%%

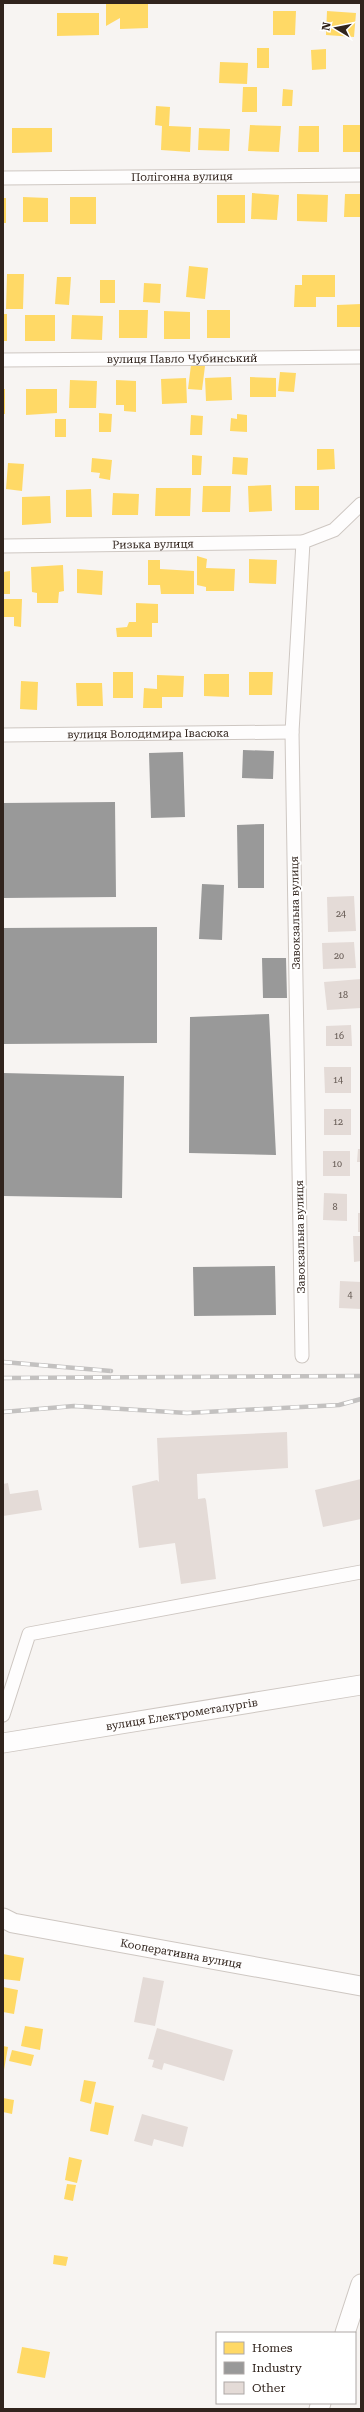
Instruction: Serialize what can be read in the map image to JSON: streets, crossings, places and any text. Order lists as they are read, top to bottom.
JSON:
{
  "streets": {
    "street": [
      "Полігонна вулиця",
      "вулиця Павло Чубинський",
      "Ризька вулиця",
      "вулиця Володимира Івасюка",
      "Завокзальна вулиця",
      "вулиця Електрометалургів",
      "Кооперативна вулиця"
    ]
  },
  "crossings": [
    ["Ризька вулиця", "Завокзальна вулиця"],
    ["вулиця Володимира Івасюка", "Завокзальна вулиця"]
  ],
  "house_numbers": [
    "24",
    "20",
    "18",
    "16",
    "14",
    "12",
    "10",
    "8",
    "4"
  ],
  "legend": ["Homes", "Industry", "Other"],
  "north": "left"
}
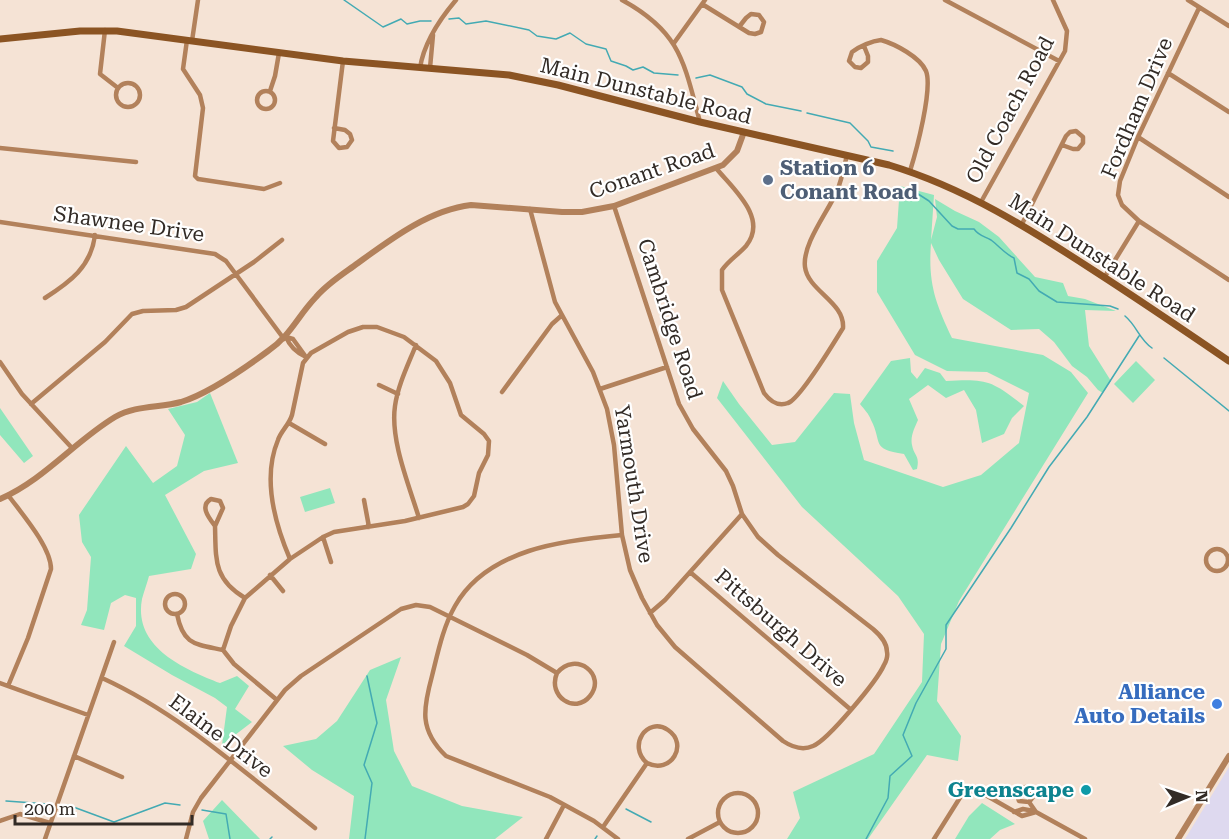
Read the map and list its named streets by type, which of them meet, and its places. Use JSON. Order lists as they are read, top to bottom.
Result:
{
  "streets": {
    "main road": ["Main Dunstable Road"],
    "street": [
      "Fordham Drive",
      "Old Coach Road",
      "Conant Road",
      "Shawnee Drive",
      "Cambridge Road",
      "Yarmouth Drive",
      "Pittsburgh Drive",
      "Elaine Drive"
    ]
  },
  "crossings": [
    ["Main Dunstable Road", "Old Coach Road"],
    ["Main Dunstable Road", "Conant Road"],
    ["Conant Road", "Shawnee Drive"],
    ["Conant Road", "Cambridge Road"],
    ["Conant Road", "Yarmouth Drive"],
    ["Cambridge Road", "Yarmouth Drive"],
    ["Cambridge Road", "Pittsburgh Drive"],
    ["Yarmouth Drive", "Pittsburgh Drive"]
  ],
  "places": ["Station 6 Conant Road", "Alliance Auto Details", "Greenscape"],
  "scale_bar": "200 m",
  "north": "right"
}
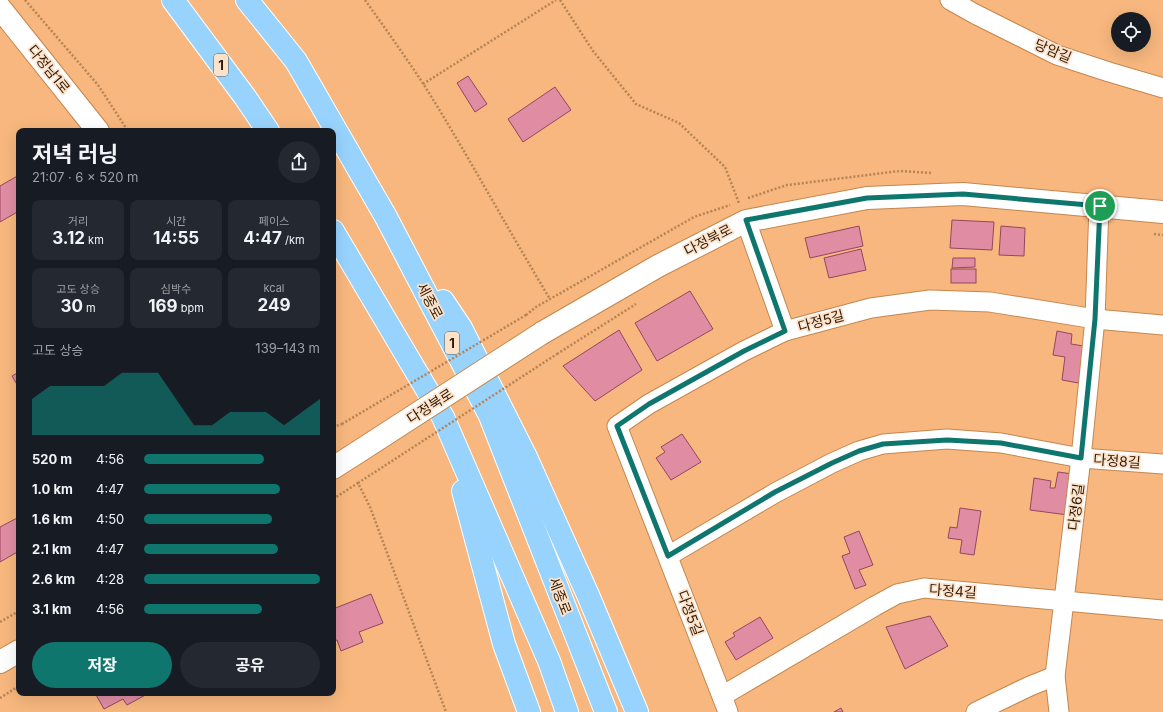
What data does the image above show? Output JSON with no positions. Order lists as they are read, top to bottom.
{
  "streets": {
    "highway": ["1", "세종로"],
    "street": [
      "당암길",
      "다정남1로",
      "다정북로",
      "다정5길",
      "다정8길",
      "다정6길",
      "다정4길"
    ]
  },
  "crossings": [
    ["다정북로", "다정6길"],
    ["다정5길", "다정8길"],
    ["다정5길", "다정6길"],
    ["다정5길", "다정4길"],
    ["다정8길", "다정6길"],
    ["다정6길", "다정4길"]
  ],
  "page": {
    "heading": ["저녁 러닝", "21:07 · 6 × 520 m"],
    "stats": [
      ["거리", "3.12 km"],
      ["시간", "14:55"],
      ["페이스", "4:47 /km"],
      ["고도 상승", "30 m"],
      ["심박수", "169 bpm"],
      ["kcal", "249"]
    ],
    "chart": ["고도 상승", "139–143 m"],
    "list": [
      {
        "name": "520 m",
        "note": "4:56"
      },
      {
        "name": "1.0 km",
        "note": "4:47"
      },
      {
        "name": "1.6 km",
        "note": "4:50"
      },
      {
        "name": "2.1 km",
        "note": "4:47"
      },
      {
        "name": "2.6 km",
        "note": "4:28"
      },
      {
        "name": "3.1 km",
        "note": "4:56"
      }
    ],
    "buttons": ["저장", "공유"]
  }
}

%%

Work item: Output all of the data exactly. Skip the pictures.

Output of the exercise:
Instruction: Serialize what can be read in the map image to JSON: streets, crossings, places and any text. Order lists as they are read, top to bottom.
JSON:
{
  "streets": {
    "street": [
      "Полігонна вулиця",
      "вулиця Павло Чубинський",
      "Ризька вулиця",
      "вулиця Володимира Івасюка",
      "Завокзальна вулиця",
      "вулиця Електрометалургів",
      "Кооперативна вулиця"
    ]
  },
  "crossings": [
    ["Ризька вулиця", "Завокзальна вулиця"],
    ["вулиця Володимира Івасюка", "Завокзальна вулиця"]
  ],
  "house_numbers": [
    "24",
    "20",
    "18",
    "16",
    "14",
    "12",
    "10",
    "8",
    "4"
  ],
  "legend": ["Homes", "Industry", "Other"],
  "north": "left"
}
Read the map and list its named streets by type, which of them meet, and its places. Use JSON. Order lists as they are read, top to bottom.
Result:
{
  "streets": {
    "main road": ["Main Dunstable Road"],
    "street": [
      "Fordham Drive",
      "Old Coach Road",
      "Conant Road",
      "Shawnee Drive",
      "Cambridge Road",
      "Yarmouth Drive",
      "Pittsburgh Drive",
      "Elaine Drive"
    ]
  },
  "crossings": [
    ["Main Dunstable Road", "Old Coach Road"],
    ["Main Dunstable Road", "Conant Road"],
    ["Conant Road", "Shawnee Drive"],
    ["Conant Road", "Cambridge Road"],
    ["Conant Road", "Yarmouth Drive"],
    ["Cambridge Road", "Yarmouth Drive"],
    ["Cambridge Road", "Pittsburgh Drive"],
    ["Yarmouth Drive", "Pittsburgh Drive"]
  ],
  "places": ["Station 6 Conant Road", "Alliance Auto Details", "Greenscape"],
  "scale_bar": "200 m",
  "north": "right"
}
What data does the image above show? Output JSON with no positions. Order lists as they are read, top to bottom.
{
  "streets": {
    "highway": ["1", "세종로"],
    "street": [
      "당암길",
      "다정남1로",
      "다정북로",
      "다정5길",
      "다정8길",
      "다정6길",
      "다정4길"
    ]
  },
  "crossings": [
    ["다정북로", "다정6길"],
    ["다정5길", "다정8길"],
    ["다정5길", "다정6길"],
    ["다정5길", "다정4길"],
    ["다정8길", "다정6길"],
    ["다정6길", "다정4길"]
  ],
  "page": {
    "heading": ["저녁 러닝", "21:07 · 6 × 520 m"],
    "stats": [
      ["거리", "3.12 km"],
      ["시간", "14:55"],
      ["페이스", "4:47 /km"],
      ["고도 상승", "30 m"],
      ["심박수", "169 bpm"],
      ["kcal", "249"]
    ],
    "chart": ["고도 상승", "139–143 m"],
    "list": [
      {
        "name": "520 m",
        "note": "4:56"
      },
      {
        "name": "1.0 km",
        "note": "4:47"
      },
      {
        "name": "1.6 km",
        "note": "4:50"
      },
      {
        "name": "2.1 km",
        "note": "4:47"
      },
      {
        "name": "2.6 km",
        "note": "4:28"
      },
      {
        "name": "3.1 km",
        "note": "4:56"
      }
    ],
    "buttons": ["저장", "공유"]
  }
}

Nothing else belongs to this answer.